Hunger looms as floods destroy crops, sweep away animals in East Africa

Saturday May 12 2018

Farmers inspect a farm where floods destroyed crops in western Rwanda. FILE PHOTO | CYRIL NDEGEYA | NMG

By Johnson Kanamugire

East Africa could face a major food crisis, as the ongoing heavy rains have hit the region’s food baskets.

The torrential rains, which began early in March — have since turned disastrous, killing hundreds of people and animals, displacing thousands others and destroying acres of farmlands.

Last week, in Kenya, 48 people were killed and hundreds others were displaced from their homes, after a dam burst its banks and swept through a village about 190km northwest Nairobi after heavy rains.

Irrigation schemes especially in low-lying areas of Kenya, like Tana River, Kilifi, Kwale, Turkana, Nakuru and  Baringo have been destroyed by the flooding, which is expected to worsen the food crisis in these areas.

According to estimates by the Kenya Red Cross Society, more than 21,000 acres of crops have been destroyed and some 20,000 animals mainly in the drought-prone northeastern and coastal regions have been swept away by floods.

The country’s Agriculture Ministry has deployed surveillance teams to analyse the full extent of the damages caused by the flooding on agriculture, even as it prepares to rebuild destroyed agricultural systems.


“We are facing a serious situation whose full extent and repercussions we are yet to determine,” Crop Development Principal Secretary Richard Lesiyampe told The EastAfrican.

“Kenya and its neighbours are interdependent in terms of sharing food resources. We are bracing for the likely effects that it will have on crop production,” Mr Lesiyampe added.

The floods have also affected the country’s Galana Kulalu Food Security Project, where planting of about 20,000 acres of maize and cotton has been delayed.


The Kenya Red Cross Society is appealing for about $5,000 to help the 271,000 people who had already been displaced by the flooding. The floods have killed 120 people by May 8.

In Rwanda, at least 128 people have died since April 1, as floods and landslides wreaked havoc in parts of the western, northern regions and the capital Kigali, causing devastation of rice and sugarcane farms on the lowlands.

Rwanda’s rice farmers’ co-operatives federation estimates that close to 3,000 of more than 10,000 hectares of rice planted this season have so far been lost to flooding.

“The losses are huge because the biggest concern currently is that rice farming infrastructures like dykes and water canals either got completely destroyed or covered with sand. There is little chance that we can hope to get much out of the remaining plantations unless we get some urgent help,” said Apollinaire Gahiza, head of the federation.

Sugarcane farms have also suffered severe damages likely to paralyse the production of Kabuye Sugar Works — the sole sugar miller the country.

The firm’s managers had not disclosed the scale of the damages by press time, but the plant had not fully recovered from the floods of this scale in 2015 that caused annual production to decline to 12,000 tonnes.

Agriculture Ministry officials were yet to determine the total losses, which had initially been estimated at over $4.6 billion before the rains intensified, but admitted this constituted a threat to food security.
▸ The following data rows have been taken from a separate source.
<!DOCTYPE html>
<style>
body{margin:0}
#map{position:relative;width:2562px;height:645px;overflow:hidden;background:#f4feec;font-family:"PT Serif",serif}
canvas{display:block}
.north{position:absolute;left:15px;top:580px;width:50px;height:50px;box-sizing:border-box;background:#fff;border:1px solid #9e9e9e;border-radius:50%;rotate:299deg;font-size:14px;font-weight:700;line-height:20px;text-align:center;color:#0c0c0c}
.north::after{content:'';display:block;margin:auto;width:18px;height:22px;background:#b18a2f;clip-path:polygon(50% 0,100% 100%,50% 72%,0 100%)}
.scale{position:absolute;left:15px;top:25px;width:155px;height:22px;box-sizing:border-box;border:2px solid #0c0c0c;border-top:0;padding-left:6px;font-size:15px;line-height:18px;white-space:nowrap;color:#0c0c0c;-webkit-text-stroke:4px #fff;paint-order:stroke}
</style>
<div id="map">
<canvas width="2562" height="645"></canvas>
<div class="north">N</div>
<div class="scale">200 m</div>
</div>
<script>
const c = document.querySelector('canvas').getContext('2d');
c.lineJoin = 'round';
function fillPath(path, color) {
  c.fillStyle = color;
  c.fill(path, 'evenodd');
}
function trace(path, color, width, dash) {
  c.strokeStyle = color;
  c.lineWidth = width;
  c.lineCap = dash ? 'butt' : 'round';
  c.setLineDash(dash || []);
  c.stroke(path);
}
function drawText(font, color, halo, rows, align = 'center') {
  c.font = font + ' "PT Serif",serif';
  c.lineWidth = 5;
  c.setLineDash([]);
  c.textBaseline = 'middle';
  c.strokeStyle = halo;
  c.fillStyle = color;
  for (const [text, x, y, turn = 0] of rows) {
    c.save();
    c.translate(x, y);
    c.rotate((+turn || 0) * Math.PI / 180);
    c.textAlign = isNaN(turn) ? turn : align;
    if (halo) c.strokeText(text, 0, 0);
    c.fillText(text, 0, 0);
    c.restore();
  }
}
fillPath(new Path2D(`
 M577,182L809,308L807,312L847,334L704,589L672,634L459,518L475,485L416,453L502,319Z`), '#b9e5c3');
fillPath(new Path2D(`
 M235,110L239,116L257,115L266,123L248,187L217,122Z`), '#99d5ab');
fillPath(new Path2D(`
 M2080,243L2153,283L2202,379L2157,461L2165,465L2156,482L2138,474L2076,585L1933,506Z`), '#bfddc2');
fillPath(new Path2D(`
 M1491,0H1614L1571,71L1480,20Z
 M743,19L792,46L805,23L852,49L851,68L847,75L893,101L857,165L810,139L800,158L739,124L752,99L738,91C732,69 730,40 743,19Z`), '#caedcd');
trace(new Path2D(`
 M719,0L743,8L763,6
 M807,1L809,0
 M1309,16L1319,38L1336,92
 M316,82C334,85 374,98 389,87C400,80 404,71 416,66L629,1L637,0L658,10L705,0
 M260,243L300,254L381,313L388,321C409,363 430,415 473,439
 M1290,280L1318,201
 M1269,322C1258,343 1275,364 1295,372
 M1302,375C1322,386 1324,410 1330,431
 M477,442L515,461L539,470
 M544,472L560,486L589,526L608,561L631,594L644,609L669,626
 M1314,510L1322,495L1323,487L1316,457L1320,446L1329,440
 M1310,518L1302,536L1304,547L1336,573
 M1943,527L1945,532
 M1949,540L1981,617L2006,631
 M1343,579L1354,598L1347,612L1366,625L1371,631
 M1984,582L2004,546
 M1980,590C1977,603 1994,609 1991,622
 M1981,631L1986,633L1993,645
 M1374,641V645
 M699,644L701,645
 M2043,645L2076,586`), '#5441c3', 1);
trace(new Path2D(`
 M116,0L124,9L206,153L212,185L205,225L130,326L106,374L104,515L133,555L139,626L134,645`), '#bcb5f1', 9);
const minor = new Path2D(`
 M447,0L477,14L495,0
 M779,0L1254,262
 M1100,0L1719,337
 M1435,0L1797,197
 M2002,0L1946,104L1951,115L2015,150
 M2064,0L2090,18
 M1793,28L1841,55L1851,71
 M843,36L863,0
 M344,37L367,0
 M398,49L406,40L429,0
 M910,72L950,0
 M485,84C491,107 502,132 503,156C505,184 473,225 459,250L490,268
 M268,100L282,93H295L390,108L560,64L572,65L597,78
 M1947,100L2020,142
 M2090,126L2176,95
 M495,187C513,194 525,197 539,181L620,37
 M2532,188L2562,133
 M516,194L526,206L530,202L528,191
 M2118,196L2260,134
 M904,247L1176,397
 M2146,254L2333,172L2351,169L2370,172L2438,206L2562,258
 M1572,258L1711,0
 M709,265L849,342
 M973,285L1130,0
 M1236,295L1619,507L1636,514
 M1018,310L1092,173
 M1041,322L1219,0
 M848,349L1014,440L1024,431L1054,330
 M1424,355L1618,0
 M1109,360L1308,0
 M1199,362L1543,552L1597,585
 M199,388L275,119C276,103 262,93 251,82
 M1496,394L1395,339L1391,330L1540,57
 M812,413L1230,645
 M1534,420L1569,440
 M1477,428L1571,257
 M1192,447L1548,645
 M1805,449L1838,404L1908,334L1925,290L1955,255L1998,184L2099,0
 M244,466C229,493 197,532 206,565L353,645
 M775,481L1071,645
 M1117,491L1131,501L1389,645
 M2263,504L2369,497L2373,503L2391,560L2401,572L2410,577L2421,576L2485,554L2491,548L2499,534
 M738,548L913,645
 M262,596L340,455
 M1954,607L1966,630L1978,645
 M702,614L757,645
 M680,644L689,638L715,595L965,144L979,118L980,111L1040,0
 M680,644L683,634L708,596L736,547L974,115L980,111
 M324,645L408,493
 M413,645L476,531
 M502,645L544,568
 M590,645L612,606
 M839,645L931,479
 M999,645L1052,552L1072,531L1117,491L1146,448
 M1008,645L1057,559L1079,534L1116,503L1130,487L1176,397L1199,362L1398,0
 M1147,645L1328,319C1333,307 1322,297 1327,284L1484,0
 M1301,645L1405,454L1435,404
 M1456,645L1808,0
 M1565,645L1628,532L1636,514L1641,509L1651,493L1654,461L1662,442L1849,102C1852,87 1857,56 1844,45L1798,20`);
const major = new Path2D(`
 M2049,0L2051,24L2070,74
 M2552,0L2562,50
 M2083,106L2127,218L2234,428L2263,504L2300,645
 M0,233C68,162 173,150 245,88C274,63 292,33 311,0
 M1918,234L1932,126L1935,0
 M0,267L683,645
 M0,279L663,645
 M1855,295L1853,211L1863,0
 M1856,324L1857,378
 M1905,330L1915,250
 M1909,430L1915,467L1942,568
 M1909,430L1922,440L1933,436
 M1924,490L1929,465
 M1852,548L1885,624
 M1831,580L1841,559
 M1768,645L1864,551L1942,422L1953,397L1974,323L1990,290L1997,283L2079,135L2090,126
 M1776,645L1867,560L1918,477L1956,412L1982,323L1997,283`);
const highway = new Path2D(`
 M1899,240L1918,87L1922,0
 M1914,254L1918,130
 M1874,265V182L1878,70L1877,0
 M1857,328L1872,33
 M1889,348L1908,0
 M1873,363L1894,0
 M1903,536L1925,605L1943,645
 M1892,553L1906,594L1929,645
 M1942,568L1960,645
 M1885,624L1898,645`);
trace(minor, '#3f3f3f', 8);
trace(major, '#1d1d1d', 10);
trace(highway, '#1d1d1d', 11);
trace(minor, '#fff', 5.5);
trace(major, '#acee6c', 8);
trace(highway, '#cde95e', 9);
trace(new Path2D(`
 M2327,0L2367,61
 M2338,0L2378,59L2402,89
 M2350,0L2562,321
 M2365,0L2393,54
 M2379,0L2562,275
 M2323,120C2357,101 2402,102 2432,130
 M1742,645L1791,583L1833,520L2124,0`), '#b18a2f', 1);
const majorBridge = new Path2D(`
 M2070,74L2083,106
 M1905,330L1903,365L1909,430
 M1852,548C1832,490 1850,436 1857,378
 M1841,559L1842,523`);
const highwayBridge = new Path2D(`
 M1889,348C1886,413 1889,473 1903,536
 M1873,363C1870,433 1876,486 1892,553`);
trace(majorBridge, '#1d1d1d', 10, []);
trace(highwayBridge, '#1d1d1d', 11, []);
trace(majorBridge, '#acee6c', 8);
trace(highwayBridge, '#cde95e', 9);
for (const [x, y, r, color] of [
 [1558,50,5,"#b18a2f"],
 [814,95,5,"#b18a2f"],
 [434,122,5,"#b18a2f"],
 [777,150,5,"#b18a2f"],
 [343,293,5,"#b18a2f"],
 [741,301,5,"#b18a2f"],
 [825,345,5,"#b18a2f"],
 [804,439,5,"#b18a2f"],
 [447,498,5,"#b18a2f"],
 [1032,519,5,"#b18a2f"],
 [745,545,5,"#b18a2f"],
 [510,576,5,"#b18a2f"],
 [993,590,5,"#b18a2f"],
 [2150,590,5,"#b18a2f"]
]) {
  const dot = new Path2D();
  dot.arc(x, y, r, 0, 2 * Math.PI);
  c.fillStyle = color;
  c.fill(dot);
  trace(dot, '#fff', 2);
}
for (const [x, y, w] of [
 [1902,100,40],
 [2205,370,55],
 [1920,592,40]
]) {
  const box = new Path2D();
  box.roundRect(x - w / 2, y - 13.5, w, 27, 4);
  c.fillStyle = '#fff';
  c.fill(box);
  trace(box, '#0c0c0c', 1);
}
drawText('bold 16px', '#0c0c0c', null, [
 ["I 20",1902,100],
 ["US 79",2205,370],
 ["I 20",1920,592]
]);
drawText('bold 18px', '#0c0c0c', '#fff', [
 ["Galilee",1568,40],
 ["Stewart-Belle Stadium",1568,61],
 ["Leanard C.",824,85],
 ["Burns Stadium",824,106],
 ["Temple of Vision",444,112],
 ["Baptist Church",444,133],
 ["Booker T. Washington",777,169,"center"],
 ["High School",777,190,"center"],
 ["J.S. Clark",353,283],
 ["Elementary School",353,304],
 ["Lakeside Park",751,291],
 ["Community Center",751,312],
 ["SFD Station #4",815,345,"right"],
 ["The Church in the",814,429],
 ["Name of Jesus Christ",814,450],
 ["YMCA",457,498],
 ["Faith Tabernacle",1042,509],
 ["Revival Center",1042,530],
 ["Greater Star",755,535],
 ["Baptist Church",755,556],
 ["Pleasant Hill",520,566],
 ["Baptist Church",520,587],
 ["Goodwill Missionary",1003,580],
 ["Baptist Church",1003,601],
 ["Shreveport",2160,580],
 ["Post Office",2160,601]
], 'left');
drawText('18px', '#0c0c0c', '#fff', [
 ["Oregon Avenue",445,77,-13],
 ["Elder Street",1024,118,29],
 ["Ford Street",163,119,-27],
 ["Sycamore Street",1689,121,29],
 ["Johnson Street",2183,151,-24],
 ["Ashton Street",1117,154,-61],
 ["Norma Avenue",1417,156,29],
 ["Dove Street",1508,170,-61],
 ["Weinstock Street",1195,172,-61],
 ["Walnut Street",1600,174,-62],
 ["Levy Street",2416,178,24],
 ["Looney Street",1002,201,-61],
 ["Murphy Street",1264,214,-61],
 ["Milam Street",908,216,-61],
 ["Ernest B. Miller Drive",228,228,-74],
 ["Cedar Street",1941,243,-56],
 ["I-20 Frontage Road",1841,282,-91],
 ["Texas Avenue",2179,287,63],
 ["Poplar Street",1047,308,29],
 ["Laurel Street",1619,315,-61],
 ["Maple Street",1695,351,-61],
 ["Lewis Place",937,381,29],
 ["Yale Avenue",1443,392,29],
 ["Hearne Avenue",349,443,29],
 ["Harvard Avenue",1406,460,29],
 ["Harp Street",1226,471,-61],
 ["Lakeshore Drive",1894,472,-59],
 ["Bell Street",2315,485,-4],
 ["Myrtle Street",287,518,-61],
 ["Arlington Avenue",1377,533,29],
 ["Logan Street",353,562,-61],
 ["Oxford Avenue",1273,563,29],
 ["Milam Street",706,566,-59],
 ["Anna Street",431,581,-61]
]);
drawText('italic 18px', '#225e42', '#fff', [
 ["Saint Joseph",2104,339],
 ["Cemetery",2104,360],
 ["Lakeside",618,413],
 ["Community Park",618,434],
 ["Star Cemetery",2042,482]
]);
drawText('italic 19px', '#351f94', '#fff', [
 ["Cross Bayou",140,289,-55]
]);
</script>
Data from Rwanda’s Ministry of Disaster Management and Refugee Affairs indicate that more than 11,000 acres of food crops have been destroyed while more than 700 livestock were killed by the rains over the period.

State Minister for Agriculture Fulgence Nsengiyumva said replacing the damaged crops was not possible as the planting season was over.

Under water

In Somalia, the flooding which has already affected more than 718,000 people including some 220,000 who have been displaced in the Bakool, Banadir, Bay, Hiraan, Juba, Shabelle regions, has seen President Mohammed Abdullahi Farmaajo declare a national emergency.

President Farmaajo cancelled his trip to Burundi earlier this month to coordinate relief efforts.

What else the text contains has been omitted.